Unter dem Motto »Britain needs a payrise« (Großbritannien braucht eine Lohnerhöhung) zogen am 14. Oktober 100 000 Menschen durch die Innenstadt Londons. Aufgerufen hatte der Trades Union Congress (TUC), der größte Gewerkschaftsdachverband des Landes, der vor allem im öffentlichen Dienst etwa 6,5 Millionen Menschen vertritt, aber seit Jahrzehnten unter Mitgliederschwund leidet. Die Demonstration richtete sich in erster Linie gegen die Austeritätspolitik der Regierung des Premierministers David Cameron, einer Koalition der Konservativen mit der Liberaldemokratischen Partei. Der TUC erklärte, seit Beginn der Finanzkrise 2008 seien die Reallöhne in Großbritannien bei steigender Inflation kontinuierlich zurückgegangen, im Schnitt um 50 Pfund (63 Euro) pro Woche, während die Elite des Landes immer mehr Reichtum akkumuliere – das durchschnittliche Realeinkommen der »FTSE 100 CEOs«, der Chefs der 100 umsatzstärksten Firmen Großbritanniens, beträgt das 185fache eines durchschnittlichen Arbeiterlohns; 1998 war das Verhältnis noch 45 : 1. Überdies lebten 6,1 Millionen Menschen mit Arbeitsvertrag unter dem Existenzminimum, Tendenz steigend.

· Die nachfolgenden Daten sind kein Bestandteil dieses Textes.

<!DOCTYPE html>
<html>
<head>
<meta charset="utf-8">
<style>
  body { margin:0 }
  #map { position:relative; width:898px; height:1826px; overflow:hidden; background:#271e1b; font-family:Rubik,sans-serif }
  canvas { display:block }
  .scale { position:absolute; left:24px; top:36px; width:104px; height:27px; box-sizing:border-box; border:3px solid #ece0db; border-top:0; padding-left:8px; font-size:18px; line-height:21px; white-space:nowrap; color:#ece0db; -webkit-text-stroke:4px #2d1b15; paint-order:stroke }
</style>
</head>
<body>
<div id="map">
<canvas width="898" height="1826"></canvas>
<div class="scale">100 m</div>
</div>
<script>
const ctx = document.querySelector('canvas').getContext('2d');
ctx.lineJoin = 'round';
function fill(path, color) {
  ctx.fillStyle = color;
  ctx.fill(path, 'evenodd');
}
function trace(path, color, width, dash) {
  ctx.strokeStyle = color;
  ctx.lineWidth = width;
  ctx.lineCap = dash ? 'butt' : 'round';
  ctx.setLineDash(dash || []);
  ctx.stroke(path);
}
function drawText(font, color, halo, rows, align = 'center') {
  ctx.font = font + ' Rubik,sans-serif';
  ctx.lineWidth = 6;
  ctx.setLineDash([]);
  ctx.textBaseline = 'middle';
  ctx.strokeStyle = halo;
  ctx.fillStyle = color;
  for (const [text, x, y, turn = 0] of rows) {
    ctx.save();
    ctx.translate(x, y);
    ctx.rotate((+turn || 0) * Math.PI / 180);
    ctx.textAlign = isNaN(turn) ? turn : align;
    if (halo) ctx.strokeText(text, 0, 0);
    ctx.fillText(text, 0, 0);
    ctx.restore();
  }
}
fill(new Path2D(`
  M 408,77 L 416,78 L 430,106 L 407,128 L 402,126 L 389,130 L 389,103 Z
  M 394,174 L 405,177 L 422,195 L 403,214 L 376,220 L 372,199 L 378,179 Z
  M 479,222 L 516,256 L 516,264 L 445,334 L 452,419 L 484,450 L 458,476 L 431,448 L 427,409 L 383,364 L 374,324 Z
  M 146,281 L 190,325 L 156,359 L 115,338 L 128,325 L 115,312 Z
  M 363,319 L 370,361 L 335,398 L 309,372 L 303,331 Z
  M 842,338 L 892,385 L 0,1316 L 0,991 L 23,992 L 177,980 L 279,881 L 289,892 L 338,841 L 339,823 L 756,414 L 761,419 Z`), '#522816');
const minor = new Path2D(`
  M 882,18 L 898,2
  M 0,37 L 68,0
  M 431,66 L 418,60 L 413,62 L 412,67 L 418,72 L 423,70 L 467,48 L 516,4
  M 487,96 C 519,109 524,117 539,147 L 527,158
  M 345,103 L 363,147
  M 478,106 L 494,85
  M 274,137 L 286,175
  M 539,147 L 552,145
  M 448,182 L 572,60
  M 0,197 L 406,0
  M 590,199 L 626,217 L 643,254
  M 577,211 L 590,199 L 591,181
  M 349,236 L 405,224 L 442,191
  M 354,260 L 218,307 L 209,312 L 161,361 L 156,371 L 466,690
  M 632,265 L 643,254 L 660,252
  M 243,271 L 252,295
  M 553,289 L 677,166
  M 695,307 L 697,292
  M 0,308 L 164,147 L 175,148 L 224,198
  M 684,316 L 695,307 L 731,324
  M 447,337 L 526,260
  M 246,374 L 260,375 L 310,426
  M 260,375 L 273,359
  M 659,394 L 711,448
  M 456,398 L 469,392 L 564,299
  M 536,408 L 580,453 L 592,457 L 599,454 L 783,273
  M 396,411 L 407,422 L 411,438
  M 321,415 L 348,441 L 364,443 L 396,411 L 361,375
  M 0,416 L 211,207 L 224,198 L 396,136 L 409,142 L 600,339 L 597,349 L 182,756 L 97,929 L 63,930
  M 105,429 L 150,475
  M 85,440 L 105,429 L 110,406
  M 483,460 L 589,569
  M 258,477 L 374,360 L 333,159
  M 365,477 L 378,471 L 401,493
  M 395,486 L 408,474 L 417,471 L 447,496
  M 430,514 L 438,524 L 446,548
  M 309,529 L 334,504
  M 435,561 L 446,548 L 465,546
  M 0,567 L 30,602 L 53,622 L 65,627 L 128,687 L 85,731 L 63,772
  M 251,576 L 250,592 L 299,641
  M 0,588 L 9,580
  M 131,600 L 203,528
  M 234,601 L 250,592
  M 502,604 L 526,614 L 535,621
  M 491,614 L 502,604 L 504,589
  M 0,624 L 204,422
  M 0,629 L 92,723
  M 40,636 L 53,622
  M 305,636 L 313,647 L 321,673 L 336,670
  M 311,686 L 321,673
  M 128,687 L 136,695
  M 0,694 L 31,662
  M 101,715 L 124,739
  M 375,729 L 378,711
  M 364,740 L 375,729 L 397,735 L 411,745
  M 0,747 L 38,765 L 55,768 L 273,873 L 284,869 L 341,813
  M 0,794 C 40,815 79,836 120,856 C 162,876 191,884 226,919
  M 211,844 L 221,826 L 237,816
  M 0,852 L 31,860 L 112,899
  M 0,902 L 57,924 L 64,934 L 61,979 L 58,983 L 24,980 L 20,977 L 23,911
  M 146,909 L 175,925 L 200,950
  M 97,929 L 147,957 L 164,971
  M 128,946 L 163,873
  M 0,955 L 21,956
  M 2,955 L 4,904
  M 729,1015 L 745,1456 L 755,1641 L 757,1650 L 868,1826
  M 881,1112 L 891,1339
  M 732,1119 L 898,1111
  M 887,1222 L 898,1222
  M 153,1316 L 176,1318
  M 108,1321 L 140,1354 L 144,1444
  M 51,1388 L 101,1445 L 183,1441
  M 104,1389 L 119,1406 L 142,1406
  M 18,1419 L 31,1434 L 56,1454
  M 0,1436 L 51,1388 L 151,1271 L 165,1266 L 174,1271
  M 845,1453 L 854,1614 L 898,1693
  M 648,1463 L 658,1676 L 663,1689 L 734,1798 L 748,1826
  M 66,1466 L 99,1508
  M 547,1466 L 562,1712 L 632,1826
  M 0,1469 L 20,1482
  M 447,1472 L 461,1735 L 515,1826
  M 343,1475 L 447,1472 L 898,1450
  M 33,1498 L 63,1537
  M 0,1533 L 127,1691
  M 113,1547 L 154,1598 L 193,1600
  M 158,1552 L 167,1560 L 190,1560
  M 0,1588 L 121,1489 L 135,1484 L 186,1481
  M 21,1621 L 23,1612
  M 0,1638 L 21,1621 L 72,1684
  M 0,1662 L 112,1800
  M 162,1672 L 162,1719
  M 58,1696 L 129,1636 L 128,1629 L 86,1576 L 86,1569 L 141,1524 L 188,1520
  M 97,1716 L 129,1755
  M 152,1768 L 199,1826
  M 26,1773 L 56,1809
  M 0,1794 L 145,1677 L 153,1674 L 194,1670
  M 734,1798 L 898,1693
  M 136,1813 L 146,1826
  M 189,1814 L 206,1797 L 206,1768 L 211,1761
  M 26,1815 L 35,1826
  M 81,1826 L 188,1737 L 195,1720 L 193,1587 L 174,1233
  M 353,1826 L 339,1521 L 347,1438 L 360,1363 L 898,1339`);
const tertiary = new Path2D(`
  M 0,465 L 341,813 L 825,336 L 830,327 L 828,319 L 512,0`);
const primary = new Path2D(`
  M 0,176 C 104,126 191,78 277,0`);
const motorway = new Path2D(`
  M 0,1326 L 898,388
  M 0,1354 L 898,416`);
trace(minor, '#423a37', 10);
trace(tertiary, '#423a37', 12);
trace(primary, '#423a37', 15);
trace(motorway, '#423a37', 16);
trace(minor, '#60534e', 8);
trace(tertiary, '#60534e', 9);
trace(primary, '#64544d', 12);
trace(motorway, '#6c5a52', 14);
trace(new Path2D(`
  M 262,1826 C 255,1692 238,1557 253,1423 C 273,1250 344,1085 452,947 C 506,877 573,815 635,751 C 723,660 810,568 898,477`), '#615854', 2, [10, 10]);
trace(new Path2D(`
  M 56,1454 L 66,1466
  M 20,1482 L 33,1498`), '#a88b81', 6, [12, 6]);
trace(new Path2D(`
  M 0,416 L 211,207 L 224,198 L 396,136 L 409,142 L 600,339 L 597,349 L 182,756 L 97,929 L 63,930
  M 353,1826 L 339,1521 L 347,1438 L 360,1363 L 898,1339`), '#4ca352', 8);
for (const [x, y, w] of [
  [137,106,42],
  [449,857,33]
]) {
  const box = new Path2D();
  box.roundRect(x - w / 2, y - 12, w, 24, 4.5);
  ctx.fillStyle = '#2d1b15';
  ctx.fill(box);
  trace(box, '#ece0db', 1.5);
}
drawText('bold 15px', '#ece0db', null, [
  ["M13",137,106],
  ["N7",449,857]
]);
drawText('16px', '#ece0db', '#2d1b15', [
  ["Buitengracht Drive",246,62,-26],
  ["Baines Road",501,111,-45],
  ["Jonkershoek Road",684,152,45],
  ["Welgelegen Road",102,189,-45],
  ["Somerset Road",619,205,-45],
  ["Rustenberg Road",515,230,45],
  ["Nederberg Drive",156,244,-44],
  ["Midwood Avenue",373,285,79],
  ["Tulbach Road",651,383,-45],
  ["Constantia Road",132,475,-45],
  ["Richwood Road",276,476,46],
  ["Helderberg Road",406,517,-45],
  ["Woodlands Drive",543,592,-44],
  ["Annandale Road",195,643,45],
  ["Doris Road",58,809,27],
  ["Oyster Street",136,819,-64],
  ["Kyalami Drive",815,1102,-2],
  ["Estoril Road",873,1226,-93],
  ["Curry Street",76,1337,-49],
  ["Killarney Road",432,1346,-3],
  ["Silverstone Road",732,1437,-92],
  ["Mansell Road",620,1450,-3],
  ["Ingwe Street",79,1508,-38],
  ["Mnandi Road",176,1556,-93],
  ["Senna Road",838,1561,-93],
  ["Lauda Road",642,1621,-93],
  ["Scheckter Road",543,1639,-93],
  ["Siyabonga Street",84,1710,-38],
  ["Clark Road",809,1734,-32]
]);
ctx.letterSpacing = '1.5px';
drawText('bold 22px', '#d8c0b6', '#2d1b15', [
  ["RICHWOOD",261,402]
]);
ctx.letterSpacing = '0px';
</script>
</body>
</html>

Demonstrationen wie diese finden seit dem Amtsantritt Camerons 2010 wegen dessen als Maßnahme gegen die Krise begründeter Spar- und Kürzungspolitik regelmäßig statt. 2011 rief der TUC zu einem »March for the Alternative« auf, mit 250 000 bis 500 000 Menschen die größte Demonstration seit den Demonstrationen gegen den Irak-Krieg 2003; 2012 lautete das Motto der zentralen Demonstration »A Future that Works«, es gab Forderungen nach Arbeitsplätzen, Wachstum und sozialer Gerechtigkeit. Nach einem Jahr Abstinenz und der diesjährigen Forderung nach einem Plan zur sukzessiven Erhöhung der Löhne knüpft der TUC nun an ein Programm der sozialdemokratischen Labour-Partei an: Diese will neben einem Mindestlohn von acht Pfund eine Aufstockung um mickrige 26 Pence in der Stunde bis 2020 durchsetzen – das alles freilich nicht im informellen und nicht im Zeit- und Leiharbeitssektor. Die Labour-Partei solle tatsächlich bei diesem Plan bleiben und keine »austerity light« einführen, sollte sie bei den Unterhauswahlen im Mai 2015 wieder an die Macht kommen, forderte der TUC.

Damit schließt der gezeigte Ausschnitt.